Factories, live exports and marts don’t do farmers justice
Trust between beef producers and the main processors appears to be at an all-time low. Producers appear to be completely disillusioned with the beef processors regular failure to pay what is considered a fair price.
This begs the question – why keep supplying them?
If, as is alleged by some, our beef factories are controlling prices, or as one politician unfortunately described it as ‘leading an attack on rural Ireland’, then is it not possible for beef producers to organise themselves to process their own beef? They can then pay themselves what they want for the product.
If you do what you have always done, you will get what you’ve always got. Beef producers have a simple choice to make – carry on supplying the processors as they do now (with ongoing bouts of dissatisfaction about the price received) or, alternatively, pledge to be brave, innovative and market led, and process the beef themselves. It seems to work pretty well in the dairy industry despite the volatility of the global market.
It amazes me that the most imaginative alternative to supplying the existing processors we can come up with is the live export of young cattle. While, on the one hand, aggressively promoting our green image and quality food production around the globe, we continue to ship our raw material out of the country allowing other economies to collect the value added.

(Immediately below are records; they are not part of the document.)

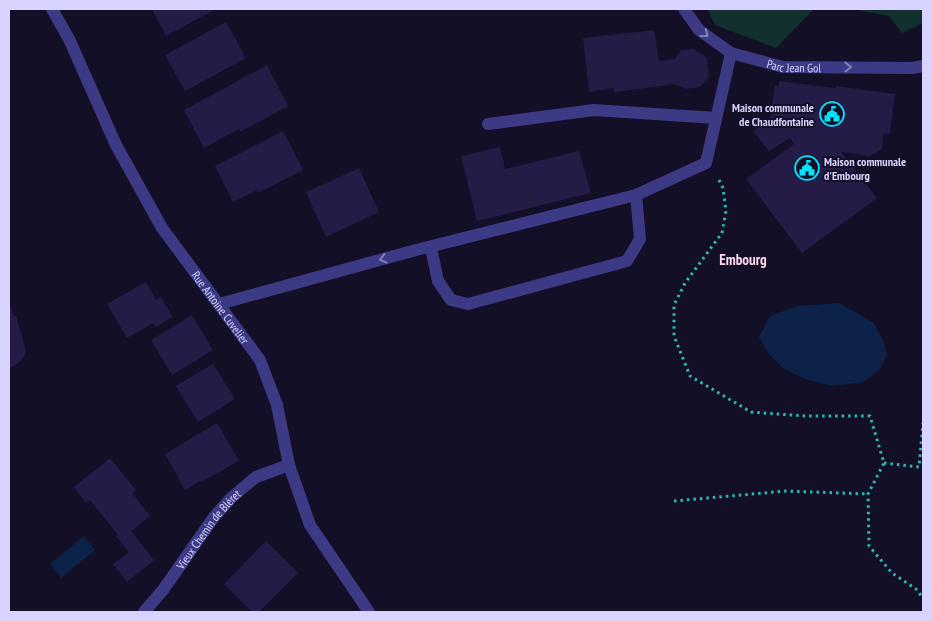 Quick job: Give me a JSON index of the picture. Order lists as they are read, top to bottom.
{
  "streets": {
    "street": ["Parc Jean Gol", "Rue Antoine Cuvelier", "Vieux Chemin de Bléret"]
  },
  "crossings": [
    ["Rue Antoine Cuvelier", "Vieux Chemin de Bléret"]
  ],
  "one_way": ["Parc Jean Gol"],
  "districts": ["Embourg"],
  "places": {
    "public building": ["Maison communale de Chaudfontaine", "Maison communale d'Embourg"]
  }
} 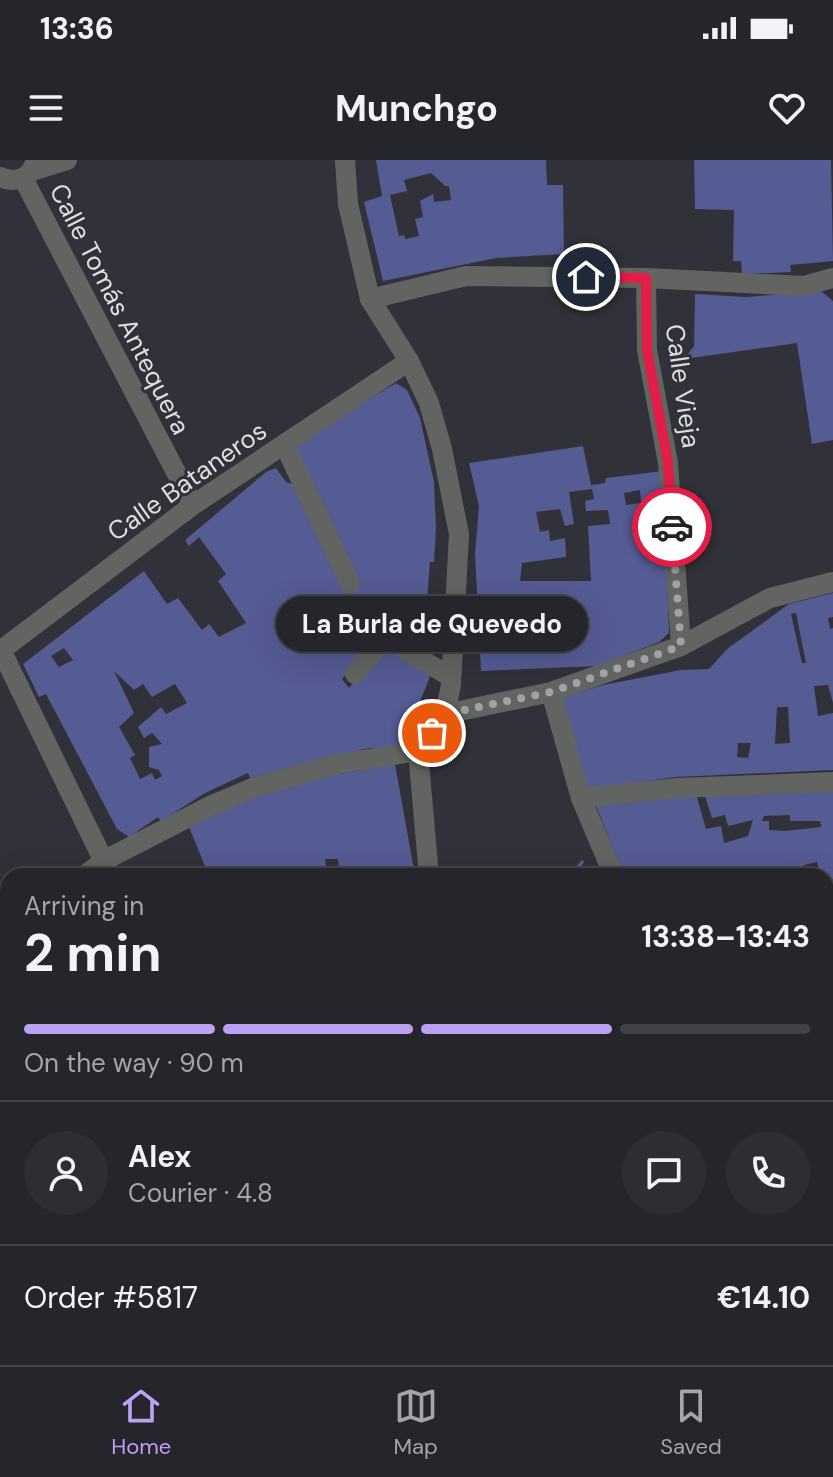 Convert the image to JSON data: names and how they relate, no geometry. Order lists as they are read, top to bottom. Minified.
{"streets":{"street":["Calle Tomás Antequera","Calle Vieja","Calle Bataneros"]},"crossings":[["Calle Tomás Antequera","Calle Bataneros"]],"places":["La Burla de Quevedo"],"page":{"status":"13:36","header":"Munchgo","bubble":"La Burla de Quevedo","heading":["2 min","Arriving in","13:38–13:43"],"panel":["Alex","Courier · 4.8","Order #5817","€14.10"],"bar":"On the way · 90 m","tabs":["Home","Map","Saved"]}}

It would be almost comical if it weren’t a national scandal.
Imagine the raised eyebrows if our milk lorries drove direct to the ferry ports so that our milk could be processed in the UK or France creating jobs and value added for those economies instead of our own. Perhaps I am missing something but is this not what our farm organisations are encouraging with beef all the time?
Is it not a terribly short-sighted solution to a problem that requires a long-term visionary solution? The beef industry must be in an appalling mess, and truly devoid of much strategic thinking if live export is championed as the only alternative to supplying our existing processors.
In addition, our culture of trading animals through our numerous livestock marts seems to be a long way removed from the sophisticated marketing image that we strive to portray. Many customers at the mart are speculating on ‘having a good day’ or ‘making a few pound’ and perhaps not too concerned about satisfying a growing global demand for Irish beef.
For every farmer or dealer who declares a ‘good day at the mart’ it follows that there must be one on the receiving end who is smarting, who feels hard done by, who goes home feeling negative about the industry. The mart culture, while providing a valuable social outlet for many producers, does very little to encourage stable, measurable production systems at farm level. While many dealers and speculators may thrive on the system, I wonder does it ultimately deliver much value added to the small family farm that we are apparently trying to protect?
Nowadays, we have lots of outlets for gambling and speculation in society. If we aspire to having a focussed, consumer driven beef industry, I don’t believe the mart should be among them. I think our industry deserves more respect than that.
Is it naive to visualise all our beef leaving the country in a transparent display package, ready for the supermarket shelf, with a shamrock or other Irish insignia on it? How much value added and job creation would that provide as compared to what we have now?